This past year I have had the opportunity to speak to several seminary students, and I have another similar talk coming up. For the most recent talk, I had been asked to provide two lectures. One was on the etiology of sexual orientation; the other lecture was on whether orientation can change. At the end of the second lecture, I introduced the Sexual Identity Therapy (SIT) approach to working with people in my clinical practice, and I was reflecting with them on how it might be adapted for pastoral care.
I assume that pastoral care is different than professional counseling in any number of ways, but one way would likely be that there is more direction, more of a sense of a normative endpoint or something toward which the person is to move. I don’t know if all pastoral care providers function in this way, but it is an assumption I have about the nature of pastoral care.
In any case, this reminded me of the difference between telic congruence and organismic congruence as defined in the APA Task Force background document on appropriate therapeutic responses to sexual orientation. Recall that telic congruence has to do with who the person wants to become and aligning one’s choices with that, while organismic congruence has to do with aligning one’s choices with who one experiences oneself to be.

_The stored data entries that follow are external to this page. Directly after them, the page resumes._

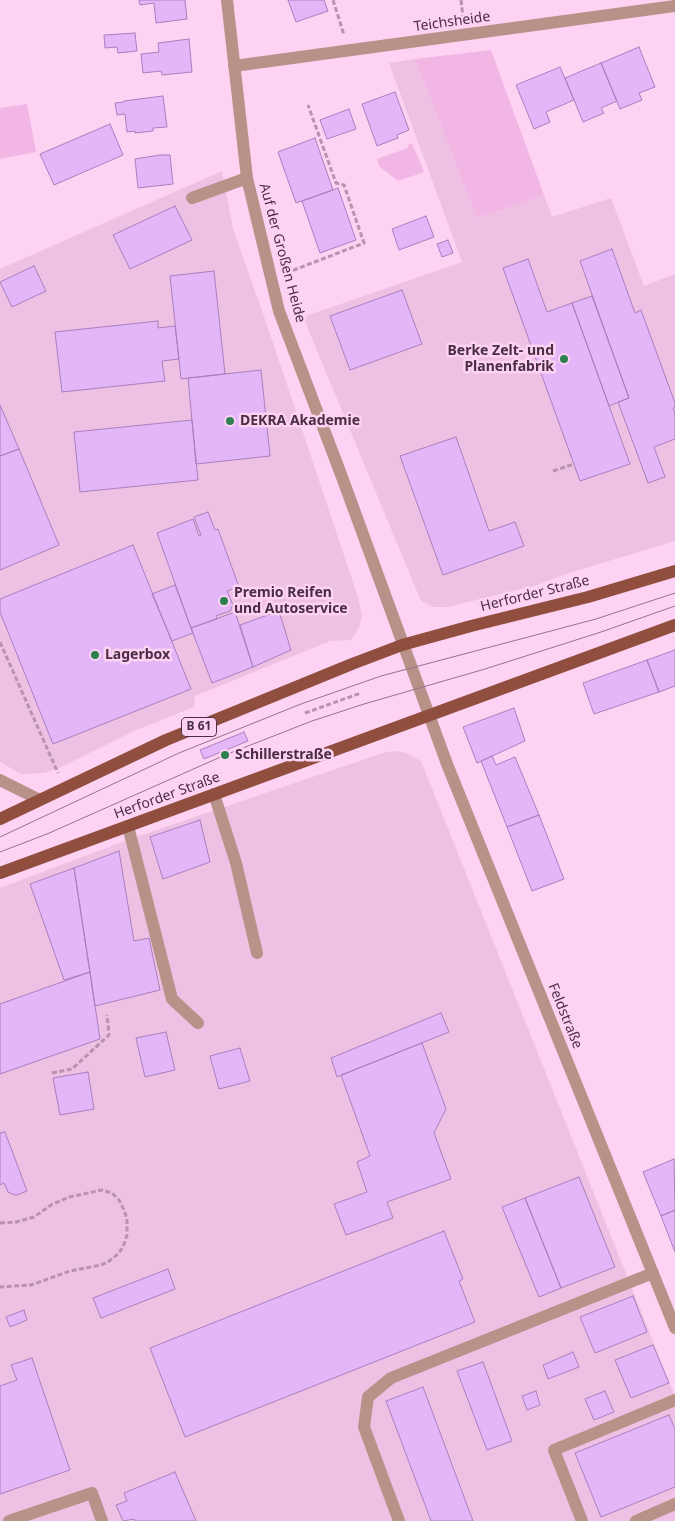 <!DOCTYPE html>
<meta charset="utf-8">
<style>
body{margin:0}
canvas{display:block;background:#fed2f3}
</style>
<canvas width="675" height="1521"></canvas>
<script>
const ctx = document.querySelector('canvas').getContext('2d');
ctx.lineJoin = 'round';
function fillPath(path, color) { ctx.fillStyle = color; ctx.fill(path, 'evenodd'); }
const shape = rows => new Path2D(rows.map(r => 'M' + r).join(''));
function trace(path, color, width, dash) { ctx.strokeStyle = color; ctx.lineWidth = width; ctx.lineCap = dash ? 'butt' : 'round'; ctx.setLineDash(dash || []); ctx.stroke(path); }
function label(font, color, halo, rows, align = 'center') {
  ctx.font = font + ' "Noto Sans",sans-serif'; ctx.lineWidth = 5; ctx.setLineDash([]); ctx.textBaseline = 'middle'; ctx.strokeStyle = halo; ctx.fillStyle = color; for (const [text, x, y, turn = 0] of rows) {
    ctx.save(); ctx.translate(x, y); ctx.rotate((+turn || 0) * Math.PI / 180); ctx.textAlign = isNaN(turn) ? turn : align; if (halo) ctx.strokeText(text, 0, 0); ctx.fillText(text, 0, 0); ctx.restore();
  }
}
const built = shape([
 [415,59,477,218,544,195,552,217,611,198,644,286,675,274,675,541,569,573,537,585,448,607,433,607,421,601,303,317,462,262,389,63],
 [222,171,233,229,268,328,358,597,362,616,359,628,351,640,330,641,195,696,194,707,134,731,59,768,45,773,21,774,0,762,0,269],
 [393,751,403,752,421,761,675,1396,675,1521,0,1521,0,888,127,840,383,753]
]);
const green = shape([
 [491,50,544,195,477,218,415,59],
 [27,104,36,152,0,159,0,108],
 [412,143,424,172,398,181,379,166,377,159,408,148,408,145]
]);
const building = shape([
 [139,0,185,0,187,19,156,23,154,3,140,5,139,0],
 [288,0,324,0,328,11,296,22,288,0],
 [135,33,137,51,118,53,117,47,105,48,104,35,135,33],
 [189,39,192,72,162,75,161,71,143,73,141,54,159,52,158,43,189,39],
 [639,47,655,87,639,93,642,100,620,109,601,63,639,47],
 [601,63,617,101,601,108,604,113,583,122,565,78,601,63],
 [560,67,574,100,546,112,550,122,534,129,516,85,560,67],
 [395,92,409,130,397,135,398,138,377,146,362,104,395,92],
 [163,96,167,127,153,128,153,131,135,133,135,131,127,132,125,114,117,115,115,103,124,102,124,101,163,96],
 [349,109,356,129,327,139,320,120,349,109],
 [110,124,123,155,54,185,40,154,110,124],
 [315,138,333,190,296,203,278,152,315,138],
 [160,155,170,155,173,184,138,188,135,159,160,155],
 [338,188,356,240,320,253,302,201,338,188],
 [175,206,192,240,130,269,113,235,175,206],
 [426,216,434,237,399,250,392,229,426,216],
 [448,240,453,253,442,257,437,244,448,240],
 [612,249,635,313,641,310,675,403,675,407,673,408,675,413,675,439,654,447,665,477,648,483,618,402,629,398,580,261,612,249],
 [528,259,547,312,572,303,630,464,580,481,503,268,528,259],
 [34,266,46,291,12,307,0,282,34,266],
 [214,271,225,374,181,379,170,276,214,271],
 [402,290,422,344,350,370,330,316,402,290],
 [592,296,629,398,609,406,572,303,592,296],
 [158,321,158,328,175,326,179,359,162,361,165,381,62,392,55,332,158,321],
 [261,370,270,456,196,464,188,378,261,370],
 [0,405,19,449,0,456,0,405],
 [192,420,198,480,80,492,74,432,192,420],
 [456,437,489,531,515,522,524,546,443,575,400,456,456,437],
 [19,449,59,545,0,570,0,456,19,449],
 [208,512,215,530,218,529,239,587,227,591,233,605,230,611,216,616,217,619,191,628,157,533,193,519,199,536,201,535,194,517,208,512],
 [133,545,191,689,53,744,0,612,0,599,133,545],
 [175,585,193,633,172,641,152,594,175,585],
 [279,611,291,650,253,667,240,625,279,611],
 [235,612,253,667,212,683,191,628,235,612],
 [675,650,675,686,659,692,647,660,675,650],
 [647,660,659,692,594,714,583,683,647,660],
 [514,708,525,741,477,763,463,727,514,708],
 [244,732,248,741,204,759,200,750,244,732],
 [492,756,496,765,515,757,539,815,507,827,481,761,492,756],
 [539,815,564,879,532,891,507,827,539,815],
 [200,820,210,862,163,879,150,837,200,820],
 [119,851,134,941,149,938,160,990,95,1006,74,868,119,851],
 [74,868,90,972,64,980,30,884,74,868],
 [90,972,100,1039,0,1074,0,1004,90,972],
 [441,1013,449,1032,337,1077,331,1058,441,1013],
 [166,1032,175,1070,145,1077,136,1038,166,1032],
 [422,1043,446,1109,434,1133,451,1179,387,1202,393,1218,346,1235,334,1204,367,1192,357,1162,370,1156,341,1075,422,1043],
 [240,1048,250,1081,219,1089,210,1056,240,1048],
 [88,1072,94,1109,60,1115,53,1078,88,1072],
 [5,1132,27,1191,17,1195,14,1195,8,1192,4,1183,0,1185,0,1133,5,1132],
 [674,1159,675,1210,661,1216,643,1172,674,1159],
 [579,1177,615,1267,561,1288,525,1198,579,1177],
 [525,1198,561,1288,539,1297,502,1207,525,1198],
 [675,1210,675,1252,661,1216,675,1210],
 [444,1231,463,1279,459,1281,475,1322,185,1437,150,1348,444,1231],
 [168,1269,175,1289,101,1318,93,1298,168,1269],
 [633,1296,647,1332,595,1353,580,1317,633,1296],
 [24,1310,27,1320,10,1327,6,1317,24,1310],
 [653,1345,669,1383,631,1398,615,1360,653,1345],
 [573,1352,579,1367,548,1379,543,1365,573,1352],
 [32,1358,70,1470,0,1494,0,1386,17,1380,11,1365,32,1358],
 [483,1362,512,1441,487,1450,457,1371,483,1362],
 [423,1387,473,1521,431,1521,386,1401,423,1387],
 [536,1391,540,1405,527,1410,522,1396,536,1391],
 [605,1391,614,1412,594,1420,585,1399,605,1391],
 [669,1415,675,1429,675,1487,601,1517,575,1453,669,1415],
 [175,1472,196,1521,135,1521,134,1519,123,1521,116,1505,127,1501,124,1493,175,1472]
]);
const path = shape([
 [333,0,344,35],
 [461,0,463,17],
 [286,273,364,243,344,185,336,183,308,105],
 [553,471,574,464],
 [0,642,58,773],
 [305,713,361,693],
 [52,1073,72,1069,109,1035,107,1015],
 [0,1223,16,1222,34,1217,51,1205,69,1197,102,1190,112,1193,119,1200,124,1210,127,1219,127,1235,123,1247,118,1254,108,1262,101,1265,70,1271,31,1285,0,1287]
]);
const minor = shape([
 [227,0,247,178,279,311,342,477,447,764,675,1328],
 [234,66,675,6],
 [192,198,247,178],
 [0,780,40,800],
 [214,794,236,863,257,953],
 [128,826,172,999,198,1023],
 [9,1521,92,1493,102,1521],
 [399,1521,364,1427,368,1397,391,1378,653,1273],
 [582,1521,554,1450,675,1400],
 [636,1521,675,1504]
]);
const major = shape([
 [0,819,166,740,352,664,402,645,471,626,588,597,675,571],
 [0,873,675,625]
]);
const tram = shape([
 [0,837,179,753,301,704,381,676,596,619,675,593],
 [0,852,47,834,225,755,312,721,364,704,485,669,601,632,675,606]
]);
const markers = [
 [564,359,5,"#2e7f50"],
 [230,421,5,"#2e7f50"],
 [224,601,5,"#2e7f50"],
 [95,655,5,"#2e7f50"],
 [225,755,5,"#2e7f50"]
];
const shields = [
 [199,727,35]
];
const shieldNames = [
 ["B 61",199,727]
];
const streetNames = [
 ["Teichsheide",452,22,-8],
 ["Auf der Großen Heide",282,253,75],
 ["Herforder Straße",535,594,-14],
 ["Herforder Straße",167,796,-20],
 ["Feldstraße",565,1016,68]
];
const poiNames = [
 ["Berke Zelt- und",554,351,"right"],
 ["Planenfabrik",554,367,"right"],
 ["DEKRA Akademie",240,421],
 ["Premio Reifen",234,593],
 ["und Autoservice",234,609],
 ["Lagerbox",105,655],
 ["Schillerstraße",235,755]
];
fillPath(built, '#eec1e4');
fillPath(green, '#f1b6e4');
fillPath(building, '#e3b6f8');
trace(building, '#ab7ebf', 1);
trace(path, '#b892af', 3, [5, 2.5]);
trace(minor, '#b89288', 12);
trace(major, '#8f4e3e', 12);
trace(tram, '#95728c', 1);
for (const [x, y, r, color] of markers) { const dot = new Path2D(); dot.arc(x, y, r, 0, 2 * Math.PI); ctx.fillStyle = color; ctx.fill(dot); trace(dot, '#fed2f3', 2); }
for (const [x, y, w] of shields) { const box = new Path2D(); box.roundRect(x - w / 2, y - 9.5, w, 19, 4); ctx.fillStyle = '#fed2f3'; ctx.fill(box); trace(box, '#4a2e44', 1); }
label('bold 12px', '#4a2e44', null, shieldNames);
label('14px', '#4a2e44', '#fed2f3', streetNames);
label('bold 14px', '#4a2e44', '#fed2f3', poiNames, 'left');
</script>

It would seem to me that most pastoral care would rely more on telic congruence and have some say in what that congruence ought to look like. In contrast, much of mental health care has probably been based more on a sense of organismic congruence, but some clinicians may recognize the difference and may work with people who are interested in either type of congruence outcome.
An implication, then, might be that pastoral care ends up adapting SIT by not having as much of an open-ended quality to the various ways in which congruence might be experienced. Again, I don’t know that this is the case, but I would be interested in how pastoral care providers approach their work and consider these different ways of understanding congruence. It would seem to impact how sexual identity and religious identity conflicts are navigated.